The fact is that, although Collor was deposed — or rather, compelled to resign, which he did before the Congress could vote on the bill of impeachment — he was never found guilty of anything in a court of law. There was no evidence against him. An army of lawyers considered the charges without merit. But there was no lack of personal accusations against Collor. It began with his brother and his chauffeur, Eriberto França, who said he used to collect bribes in the name of the president.
[Aside re: PC Farias]
The impeachment proceedings against Collor, however, appealed to an audible social uproar ever since the confiscation of savings, carried out as the door closed behind his disastrous administration.
The great irony in all this is that the measure Minister Zélia Cardoso de Mello adopted to do away with galloping inflation with a “silver bullet” — as it was called at the time — left the left perplexed and the right indignant. It was at this point that Collor had his falling out with the right-wing media.
Returning to the present, what we see are attempts by media hired guns not just to carry out a similar offensive against Dilma, but also, as the reader will soon see, to reproduce an event that represented the shovel full of quicklime that buried Collor for good. That is, the gigantic protest of the “painted faces.”
The recreation of this event, scheduled for the ides of March, however, is in no way comparable with the movement calling for the ouster of Collor. It is being organized by groups calling for a return to military rule — a radical hard-right movement — whereas the “painted faces” were led by the National Union of Students, the CUT [labor federation] and many other leftist groups.
Still, a farce does not require historical accuracy. Here are some ways in which the gun-slingers of the anti-PT media are trying to reproduce the coup de grace delivered to the Collor government.
Last Tuesday, Globo blogger Noblat took advantage of an ingenuous initiative by PT militants on Facebook to call — without approval by the party — for a counter-demonstration to that called for by the coup advocates on March 15, in order to establish a parallel between the anti-Collor march of 1992 and the anti-Dilma demonstration next month.
A November event along the same lines was sparsely attended, as far as I can tell.
Below, Noblat strives to mold Dilma into a present-day Collor.
As you can see, the Globo blogger even admits that the coup-plotting delirium of anti-PT activists is groundless, unlike the concrete reasons that led to Collor’s impeachment, but he “argues” that even without the minimal elements necessary to open a process in a Congress commanded by Eduardo Cunha, 54 million votes can be cast aside, accomplishing the “Paraguayan coup” that I have so often warned about.
This blogger, watching this attempt to delude the public by denouncing the political orientation of a PT that has never existed, has tried to explain the case, searching for information on the supposed counter-demonstration on [the ides of March].

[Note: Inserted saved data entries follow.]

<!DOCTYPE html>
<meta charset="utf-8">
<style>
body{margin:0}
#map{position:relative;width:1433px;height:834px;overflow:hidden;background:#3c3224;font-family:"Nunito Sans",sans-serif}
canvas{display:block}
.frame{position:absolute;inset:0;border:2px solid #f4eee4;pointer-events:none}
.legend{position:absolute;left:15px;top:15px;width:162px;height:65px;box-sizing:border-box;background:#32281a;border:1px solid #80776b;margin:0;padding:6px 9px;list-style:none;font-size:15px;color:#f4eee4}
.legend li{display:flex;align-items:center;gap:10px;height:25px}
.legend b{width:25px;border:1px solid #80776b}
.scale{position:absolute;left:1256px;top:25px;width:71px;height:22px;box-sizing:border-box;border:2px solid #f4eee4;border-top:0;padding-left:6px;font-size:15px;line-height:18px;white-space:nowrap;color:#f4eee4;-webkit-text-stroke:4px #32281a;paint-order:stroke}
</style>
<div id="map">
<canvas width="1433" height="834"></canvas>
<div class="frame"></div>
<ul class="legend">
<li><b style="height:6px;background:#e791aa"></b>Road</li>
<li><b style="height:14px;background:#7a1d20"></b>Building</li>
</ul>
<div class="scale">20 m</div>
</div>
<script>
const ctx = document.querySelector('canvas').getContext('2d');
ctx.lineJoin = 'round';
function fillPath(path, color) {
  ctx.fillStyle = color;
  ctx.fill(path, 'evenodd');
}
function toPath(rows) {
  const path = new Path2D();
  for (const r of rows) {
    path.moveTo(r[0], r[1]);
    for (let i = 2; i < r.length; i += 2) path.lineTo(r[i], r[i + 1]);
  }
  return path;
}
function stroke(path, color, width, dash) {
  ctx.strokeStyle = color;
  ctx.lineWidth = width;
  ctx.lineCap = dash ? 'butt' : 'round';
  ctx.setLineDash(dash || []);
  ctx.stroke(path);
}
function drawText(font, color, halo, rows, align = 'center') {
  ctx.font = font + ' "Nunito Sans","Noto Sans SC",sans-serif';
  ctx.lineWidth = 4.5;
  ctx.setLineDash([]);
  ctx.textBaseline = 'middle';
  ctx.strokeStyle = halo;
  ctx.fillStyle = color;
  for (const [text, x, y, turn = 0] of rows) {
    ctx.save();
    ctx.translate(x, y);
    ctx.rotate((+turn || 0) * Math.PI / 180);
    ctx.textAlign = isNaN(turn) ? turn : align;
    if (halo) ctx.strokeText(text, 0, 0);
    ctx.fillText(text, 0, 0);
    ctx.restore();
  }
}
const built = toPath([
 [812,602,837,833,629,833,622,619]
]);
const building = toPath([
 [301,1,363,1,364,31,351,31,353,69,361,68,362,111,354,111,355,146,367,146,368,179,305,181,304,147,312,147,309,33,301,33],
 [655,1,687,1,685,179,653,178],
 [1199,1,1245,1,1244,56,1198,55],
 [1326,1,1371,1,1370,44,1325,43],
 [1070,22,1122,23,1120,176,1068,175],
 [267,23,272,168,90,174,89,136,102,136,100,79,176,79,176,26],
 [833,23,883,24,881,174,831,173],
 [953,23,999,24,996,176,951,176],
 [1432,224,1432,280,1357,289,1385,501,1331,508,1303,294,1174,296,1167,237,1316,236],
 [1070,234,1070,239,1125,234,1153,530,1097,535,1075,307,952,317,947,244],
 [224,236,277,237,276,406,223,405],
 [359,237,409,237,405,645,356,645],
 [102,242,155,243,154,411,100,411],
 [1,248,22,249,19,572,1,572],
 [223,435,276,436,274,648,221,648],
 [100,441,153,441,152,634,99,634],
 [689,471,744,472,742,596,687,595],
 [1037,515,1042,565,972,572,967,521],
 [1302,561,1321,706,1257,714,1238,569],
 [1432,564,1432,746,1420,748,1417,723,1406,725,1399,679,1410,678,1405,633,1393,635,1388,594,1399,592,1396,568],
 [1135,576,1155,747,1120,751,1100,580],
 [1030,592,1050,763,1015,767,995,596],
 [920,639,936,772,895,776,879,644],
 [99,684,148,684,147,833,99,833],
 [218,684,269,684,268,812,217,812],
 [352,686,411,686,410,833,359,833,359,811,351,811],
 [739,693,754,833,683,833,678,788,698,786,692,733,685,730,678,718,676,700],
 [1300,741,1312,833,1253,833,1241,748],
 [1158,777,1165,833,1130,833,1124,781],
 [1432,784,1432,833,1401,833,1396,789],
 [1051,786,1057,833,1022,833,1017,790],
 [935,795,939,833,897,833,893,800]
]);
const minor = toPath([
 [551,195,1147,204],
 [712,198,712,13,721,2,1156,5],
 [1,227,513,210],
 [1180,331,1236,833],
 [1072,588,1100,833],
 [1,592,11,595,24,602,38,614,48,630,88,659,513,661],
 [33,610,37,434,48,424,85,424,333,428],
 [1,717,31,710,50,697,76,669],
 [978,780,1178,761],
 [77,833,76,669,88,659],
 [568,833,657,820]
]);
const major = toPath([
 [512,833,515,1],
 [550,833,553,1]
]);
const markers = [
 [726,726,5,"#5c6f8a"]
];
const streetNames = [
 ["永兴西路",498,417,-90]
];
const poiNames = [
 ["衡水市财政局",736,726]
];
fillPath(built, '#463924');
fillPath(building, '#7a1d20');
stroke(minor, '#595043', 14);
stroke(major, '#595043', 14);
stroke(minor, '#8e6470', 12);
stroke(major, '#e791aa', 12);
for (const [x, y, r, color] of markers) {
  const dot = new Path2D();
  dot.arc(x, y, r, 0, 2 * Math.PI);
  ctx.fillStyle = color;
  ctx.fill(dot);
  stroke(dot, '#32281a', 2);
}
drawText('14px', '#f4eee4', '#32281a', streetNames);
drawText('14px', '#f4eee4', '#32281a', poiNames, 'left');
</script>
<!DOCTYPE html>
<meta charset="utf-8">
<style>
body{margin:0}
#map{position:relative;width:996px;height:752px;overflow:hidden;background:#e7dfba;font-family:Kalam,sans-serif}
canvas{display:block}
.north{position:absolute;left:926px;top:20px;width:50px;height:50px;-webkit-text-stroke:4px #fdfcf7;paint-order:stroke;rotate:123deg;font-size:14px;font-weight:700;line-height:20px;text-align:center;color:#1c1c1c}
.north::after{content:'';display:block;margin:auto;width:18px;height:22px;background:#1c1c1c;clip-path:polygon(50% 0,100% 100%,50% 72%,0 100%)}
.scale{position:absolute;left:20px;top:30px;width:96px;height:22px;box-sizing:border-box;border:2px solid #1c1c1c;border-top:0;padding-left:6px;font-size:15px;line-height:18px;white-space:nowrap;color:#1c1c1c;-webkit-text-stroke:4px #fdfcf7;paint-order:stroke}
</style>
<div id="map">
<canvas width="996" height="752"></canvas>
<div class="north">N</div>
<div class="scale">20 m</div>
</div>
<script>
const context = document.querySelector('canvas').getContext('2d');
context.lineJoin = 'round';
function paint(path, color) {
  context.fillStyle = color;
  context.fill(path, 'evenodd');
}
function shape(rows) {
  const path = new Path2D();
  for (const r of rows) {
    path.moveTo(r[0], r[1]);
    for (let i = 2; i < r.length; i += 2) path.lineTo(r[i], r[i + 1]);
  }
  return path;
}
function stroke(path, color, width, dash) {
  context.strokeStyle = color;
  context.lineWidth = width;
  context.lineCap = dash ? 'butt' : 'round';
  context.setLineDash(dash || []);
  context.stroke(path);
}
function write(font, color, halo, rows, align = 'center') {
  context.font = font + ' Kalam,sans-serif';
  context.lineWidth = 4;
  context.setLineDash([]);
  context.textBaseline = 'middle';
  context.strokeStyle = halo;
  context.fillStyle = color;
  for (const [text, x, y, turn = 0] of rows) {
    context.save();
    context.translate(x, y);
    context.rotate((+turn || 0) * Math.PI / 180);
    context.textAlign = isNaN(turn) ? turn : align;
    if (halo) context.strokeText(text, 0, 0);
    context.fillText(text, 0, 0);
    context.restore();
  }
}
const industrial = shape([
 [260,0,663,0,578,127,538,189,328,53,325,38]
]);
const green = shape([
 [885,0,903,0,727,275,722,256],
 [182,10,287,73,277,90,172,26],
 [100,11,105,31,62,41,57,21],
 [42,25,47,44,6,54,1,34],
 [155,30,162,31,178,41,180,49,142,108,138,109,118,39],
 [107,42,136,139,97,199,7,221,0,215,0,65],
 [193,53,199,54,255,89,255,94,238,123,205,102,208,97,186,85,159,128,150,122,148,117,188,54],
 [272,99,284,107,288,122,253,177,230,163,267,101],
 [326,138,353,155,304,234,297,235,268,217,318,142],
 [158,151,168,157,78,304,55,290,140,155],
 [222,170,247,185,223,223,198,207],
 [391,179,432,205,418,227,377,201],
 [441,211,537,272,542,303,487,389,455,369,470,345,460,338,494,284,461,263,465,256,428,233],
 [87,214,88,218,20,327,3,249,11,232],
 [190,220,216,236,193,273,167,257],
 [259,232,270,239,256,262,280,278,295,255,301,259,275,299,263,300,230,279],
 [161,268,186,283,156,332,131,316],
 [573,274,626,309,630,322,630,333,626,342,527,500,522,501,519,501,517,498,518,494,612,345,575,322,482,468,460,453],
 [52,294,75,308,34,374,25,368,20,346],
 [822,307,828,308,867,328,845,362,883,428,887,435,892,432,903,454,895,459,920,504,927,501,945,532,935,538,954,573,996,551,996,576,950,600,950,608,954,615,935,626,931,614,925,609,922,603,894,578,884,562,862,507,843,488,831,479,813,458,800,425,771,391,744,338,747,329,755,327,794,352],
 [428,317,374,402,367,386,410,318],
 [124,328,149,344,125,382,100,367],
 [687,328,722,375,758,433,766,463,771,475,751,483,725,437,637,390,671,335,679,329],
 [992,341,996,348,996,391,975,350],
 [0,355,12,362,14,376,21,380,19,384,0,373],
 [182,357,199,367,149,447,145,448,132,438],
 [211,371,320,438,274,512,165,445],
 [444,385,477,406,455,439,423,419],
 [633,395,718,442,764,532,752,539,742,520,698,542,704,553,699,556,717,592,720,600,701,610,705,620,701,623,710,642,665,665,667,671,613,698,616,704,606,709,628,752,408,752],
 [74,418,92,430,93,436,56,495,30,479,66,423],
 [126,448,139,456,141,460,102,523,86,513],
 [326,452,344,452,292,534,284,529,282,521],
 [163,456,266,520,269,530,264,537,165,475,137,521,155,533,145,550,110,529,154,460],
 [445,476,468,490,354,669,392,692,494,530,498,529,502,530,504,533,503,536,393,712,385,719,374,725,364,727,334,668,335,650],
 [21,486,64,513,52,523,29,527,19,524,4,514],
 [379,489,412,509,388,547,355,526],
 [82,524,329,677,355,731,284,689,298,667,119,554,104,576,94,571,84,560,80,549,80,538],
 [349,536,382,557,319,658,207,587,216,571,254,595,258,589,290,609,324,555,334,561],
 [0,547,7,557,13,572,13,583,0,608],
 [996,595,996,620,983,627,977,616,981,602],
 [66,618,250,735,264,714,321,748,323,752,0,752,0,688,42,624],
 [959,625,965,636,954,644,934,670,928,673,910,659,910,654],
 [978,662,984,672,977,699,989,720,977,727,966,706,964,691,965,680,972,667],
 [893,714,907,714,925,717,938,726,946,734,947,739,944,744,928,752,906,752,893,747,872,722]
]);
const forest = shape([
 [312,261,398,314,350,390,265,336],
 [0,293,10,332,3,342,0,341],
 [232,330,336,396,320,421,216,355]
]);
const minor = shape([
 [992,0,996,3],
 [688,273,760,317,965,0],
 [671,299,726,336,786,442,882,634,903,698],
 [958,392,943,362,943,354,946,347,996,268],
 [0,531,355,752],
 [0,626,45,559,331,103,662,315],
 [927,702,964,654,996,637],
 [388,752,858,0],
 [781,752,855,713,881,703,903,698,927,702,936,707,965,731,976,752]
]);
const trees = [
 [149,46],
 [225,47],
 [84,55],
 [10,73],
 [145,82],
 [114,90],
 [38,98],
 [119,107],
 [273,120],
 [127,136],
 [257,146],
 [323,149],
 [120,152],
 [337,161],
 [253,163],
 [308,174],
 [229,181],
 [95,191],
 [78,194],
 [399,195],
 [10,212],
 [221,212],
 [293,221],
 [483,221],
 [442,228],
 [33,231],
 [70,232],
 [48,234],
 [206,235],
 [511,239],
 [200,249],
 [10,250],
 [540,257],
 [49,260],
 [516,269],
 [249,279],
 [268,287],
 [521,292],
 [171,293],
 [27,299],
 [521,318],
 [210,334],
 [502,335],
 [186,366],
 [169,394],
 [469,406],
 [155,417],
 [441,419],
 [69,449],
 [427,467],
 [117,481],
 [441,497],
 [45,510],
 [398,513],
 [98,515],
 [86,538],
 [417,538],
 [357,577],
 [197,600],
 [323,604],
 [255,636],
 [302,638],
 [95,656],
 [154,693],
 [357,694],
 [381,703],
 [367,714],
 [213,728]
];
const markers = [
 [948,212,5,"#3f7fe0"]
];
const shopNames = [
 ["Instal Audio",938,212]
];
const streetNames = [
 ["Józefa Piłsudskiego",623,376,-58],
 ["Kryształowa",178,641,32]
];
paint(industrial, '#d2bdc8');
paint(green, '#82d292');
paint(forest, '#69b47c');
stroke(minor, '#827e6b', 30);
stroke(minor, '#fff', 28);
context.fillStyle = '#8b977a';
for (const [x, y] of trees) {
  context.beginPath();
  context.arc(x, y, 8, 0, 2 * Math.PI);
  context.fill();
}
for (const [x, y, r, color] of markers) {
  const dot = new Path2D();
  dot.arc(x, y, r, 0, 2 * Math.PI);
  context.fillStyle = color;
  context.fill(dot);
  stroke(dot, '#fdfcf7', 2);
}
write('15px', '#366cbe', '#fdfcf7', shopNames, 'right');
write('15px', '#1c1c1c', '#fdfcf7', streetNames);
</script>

The reply I received from the national vice-president of the PT Alberto Cantalice:
[brief twitter thread]
Cantalice also published a message on the social networks denying any initiative by the PT to promote what he considers a crazy notion …
Cantalice ends by predicting that a counter-demonstration would be undermined with Anonymous tactics — not the black faces that toppled Collor, but that small, obscure but certainly lively anarcho-capitalist underground, streaming selfies of the mayhem in a live feed to the local Globo subsidiary.
Remark: Venezuelan liberal democrats, right, left and center, are very good at this sort of thing. You see truly massive numbers on all sides on the streets simultaneously with a maximum of sloganeering and a minimum of ultraviolence.